Post-Incident Report: DDoS Attack on MabiPro Infrastructure
Posted at 03-20-26, 06:35 am Link | #1
Drahan GM

Posts: 2148
Joined: 02-06-17
Last post: 14 hours
Last view: 9 hours
Post-Incident Report: DDoS Attack on MabiPro Infrastructure

Date: March 6 to March 17, 2026
Duration: 11 days (intermittent), culminating in a sustained 4-hour attack
Impact: Degraded connectivity for all players; intermittent disconnections
Status: Resolved

What happened

Beginning on March 6, our game infrastructure experienced intermittent connectivity degradation that initially appeared to be routine network instability. Players reported sporadic login failures and consistent lag ingame, in addition to "pet lag", but the episodes were short-lived and difficult to reproduce. Over the following days, these incidents grew in frequency and severity.

On March 17, the attack escalated to a sustained assault combining two distinct vectors: a 15 Gbps volumetric flood targeting our network layer, and a sophisticated application-layer attack exploiting the game protocol's authentication handshake. The intermittent probing over the preceding 11 days had likely been reconnaissance: testing the infrastructure's response to different attack patterns before committing to a full-scale operation.

We believe the same attack vector was also used against the NA Mabinogi servers. The timing is consistent with the attacker using our infrastructure as a testbed to refine their techniques before targeting NA. Unlike our setup, the NA servers do not sit behind a reverse proxy layer, their game servers are directly exposed to the internet. While we experienced the attack as degraded performance and intermittent lag, the NA servers collapsed entirely under the same assault, resulting in extended downtime. The difference in outcome underscores the value of the proxy architecture: even with imperfect defenses at the time, the indirection layer absorbed enough abuse to keep us running.

The volumetric component was a 15 Gbps bandwidth saturation attack, high-throughput junk traffic aimed at exhausting the network capacity of our edge nodes. Our upstream ISP's scrubbing infrastructure absorbed nearly 99% of the flood, but approximately 930 Mbps of residual traffic was still passing through to Drei, enough to saturate its available bandwidth and degrade connectivity for legitimate players.

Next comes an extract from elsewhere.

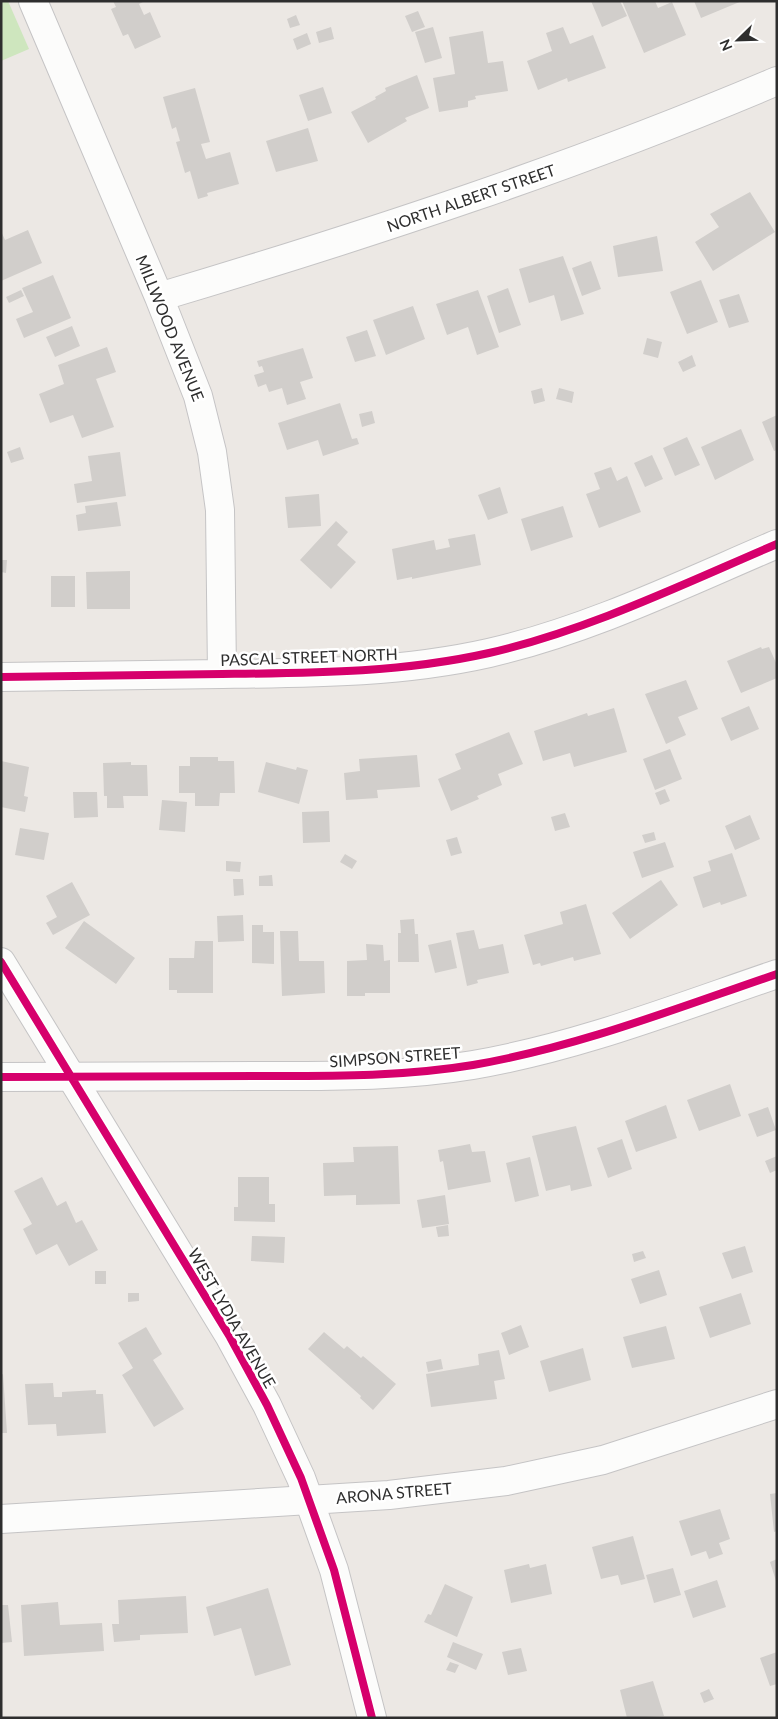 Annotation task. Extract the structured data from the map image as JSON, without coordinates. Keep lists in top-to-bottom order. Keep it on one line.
{"streets":{"street":["NORTH ALBERT STREET","MILLWOOD AVENUE","PASCAL STREET NORTH","SIMPSON STREET","WEST LYDIA AVENUE","ARONA STREET"]},"crossings":[["NORTH ALBERT STREET","MILLWOOD AVENUE"],["MILLWOOD AVENUE","PASCAL STREET NORTH"],["SIMPSON STREET","WEST LYDIA AVENUE"],["WEST LYDIA AVENUE","ARONA STREET"]],"north":"bottom left"}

The application-layer component was more interesting, and more dangerous. This was the first time in MabiPro's history that we had observed an L7 attack targeting the game server directly.

Given that these attack methods are already being actively exploited against both our server and the NA servers, we don't believe there is any risk in publishing the technical details here. The attacker already knows what they're doing. Our hope is that by sharing exactly how these attacks work and how we mitigated them, other server operators can learn from our experience and harden their own infrastructure.




The application-layer attack: auth packet floods

Our game protocol requires a cryptographic handshake for every new connection: a seed exchange followed by AES cipher setup. After the handshake completes, the client sends an authentication packet (opcode 0x4E22) containing session credentials, which the server must decrypt, parse, and validate against the session store.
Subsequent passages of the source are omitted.